Data supplied ::
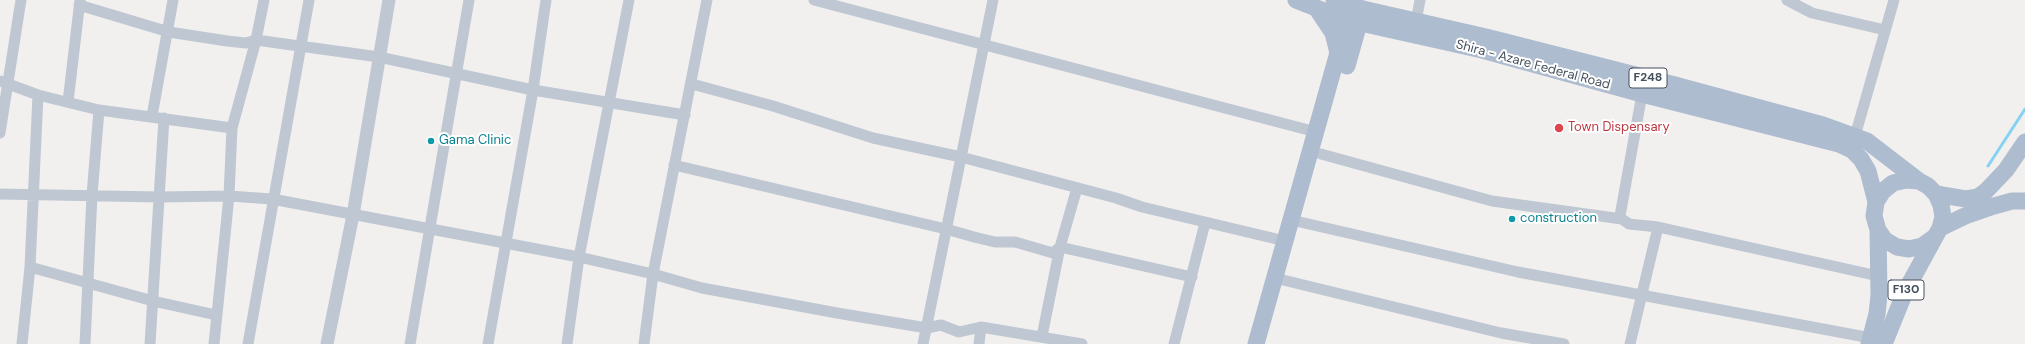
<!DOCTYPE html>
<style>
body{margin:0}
canvas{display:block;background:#f2efef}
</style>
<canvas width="2025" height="344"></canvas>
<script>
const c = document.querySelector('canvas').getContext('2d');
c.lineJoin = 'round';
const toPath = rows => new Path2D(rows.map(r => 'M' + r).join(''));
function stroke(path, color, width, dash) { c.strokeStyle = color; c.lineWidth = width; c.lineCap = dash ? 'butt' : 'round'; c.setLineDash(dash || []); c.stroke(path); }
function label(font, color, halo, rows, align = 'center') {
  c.font = font + ' "DM Sans",sans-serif'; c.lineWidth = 4; c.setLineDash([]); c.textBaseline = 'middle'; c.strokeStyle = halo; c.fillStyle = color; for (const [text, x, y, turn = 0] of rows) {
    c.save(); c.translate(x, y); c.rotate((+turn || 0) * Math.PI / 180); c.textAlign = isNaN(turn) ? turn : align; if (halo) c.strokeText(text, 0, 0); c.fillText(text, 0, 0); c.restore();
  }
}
const stream = toPath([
 [1988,166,2025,109]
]);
const minor = toPath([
 [814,0,1316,132],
 [1787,0,1812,13,1885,30],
 [79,5,169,32,227,41,246,43,256,40,379,57,533,90,685,115],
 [1416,22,1420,0],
 [0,81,38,95,99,110,232,128],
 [692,84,773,106,873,138,961,157,1116,198,1142,207,1285,241],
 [1642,94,1620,216,1622,219,1629,224,1658,227,1878,276],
 [68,102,80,0],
 [152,116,173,0],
 [0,133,21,0],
 [1855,136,1894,0],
 [1321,154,1492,201,1622,219],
 [674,165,946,229,974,237,995,242,1015,242,1053,253,1060,247,1192,277],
 [0,194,159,197,229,196,272,199,579,257,653,274,702,288,837,313,927,328,941,325,959,332,981,327,1082,344],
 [1300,222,1518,272,1871,338],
 [30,267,153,301,216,315],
 [1283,280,1501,333,1564,344],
 [1042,336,1060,247,1077,188],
 [22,344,30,267,38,95],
 [85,344,92,195,99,110],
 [150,344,164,118],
 [214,344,229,196,232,128,256,40,264,0],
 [248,344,309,0],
 [410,344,469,0],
 [488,344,533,90,546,0],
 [567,344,579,257,629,0],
 [644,344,653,274,707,0],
 [923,344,993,0],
 [979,344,981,327],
 [1174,344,1205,223],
 [1630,344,1658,227]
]);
const tertiary = toPath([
 [327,344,353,215,389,0]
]);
const primary = toPath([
 [1296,0,1347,20,1482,50,1642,94,1839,144,1852,150,1861,159,1868,171,1876,202],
 [1334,0,1363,9,1486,37,1675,85,1823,125,1867,141,1919,181],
 [1317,9,1333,33,1338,53],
 [1347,66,1362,13],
 [1936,194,1966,199,1978,197,1986,191,2006,170,2025,142],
 [1940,228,1965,216,1994,206,2012,201,2025,201],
 [1878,230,1885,240,1897,247,1909,249,1922,246,1933,238],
 [1256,344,1350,10],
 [1869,344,1877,314,1879,295,1878,230,1874,216,1876,202,1883,191,1893,183,1906,180,1919,181,1928,186,1936,194,1941,205,1943,217,1940,228,1905,292,1884,344]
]);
const markers = [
 [1559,128,5,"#e0444e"],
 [431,141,4,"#0f9aa8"],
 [1512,219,4,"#0f9aa8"]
];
const shields = [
 [1648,78,38],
 [1906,290,36]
];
const shieldNames = [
 ["F248",1648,78],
 ["F130",1906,290]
];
const streetNames = [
 ["Shira - Azare Federal Road",1533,65,15]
];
const healthNames = [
 ["Town Dispensary",1568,128]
];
const cultureNames = [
 ["Gama Clinic",439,141],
 ["construction",1520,219]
];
stroke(stream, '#85d2f1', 3);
stroke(minor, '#bfc8d2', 11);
stroke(tertiary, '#bfc8d2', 13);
stroke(primary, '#adbccf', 17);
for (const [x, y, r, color] of markers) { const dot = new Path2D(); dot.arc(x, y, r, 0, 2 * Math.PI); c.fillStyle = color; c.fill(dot); stroke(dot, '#fff', 1.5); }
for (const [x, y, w] of shields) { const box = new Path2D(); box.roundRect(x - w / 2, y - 10, w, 20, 3); c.fillStyle = '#fff'; c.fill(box); stroke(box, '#46505d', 1); }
label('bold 12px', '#46505d', null, shieldNames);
label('13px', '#46505d', '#fff', streetNames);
label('13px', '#be3a42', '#fff', healthNames, 'left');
label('13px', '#0d838f', '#fff', cultureNames, 'left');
</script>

What needs to be done :: Among the lines above, show every one that contains the string "turn".

Your solution ::
  c.font = font + ' "DM Sans",sans-serif'; c.lineWidth = 4; c.setLineDash([]); c.textBaseline = 'middle'; c.strokeStyle = halo; c.fillStyle = color; for (const [text, x, y, turn = 0] of rows) {
    c.save(); c.translate(x, y); c.rotate((+turn || 0) * Math.PI / 180); c.textAlign = isNaN(turn) ? turn : align; if (halo) c.strokeText(text, 0, 0); c.fillText(text, 0, 0); c.restore();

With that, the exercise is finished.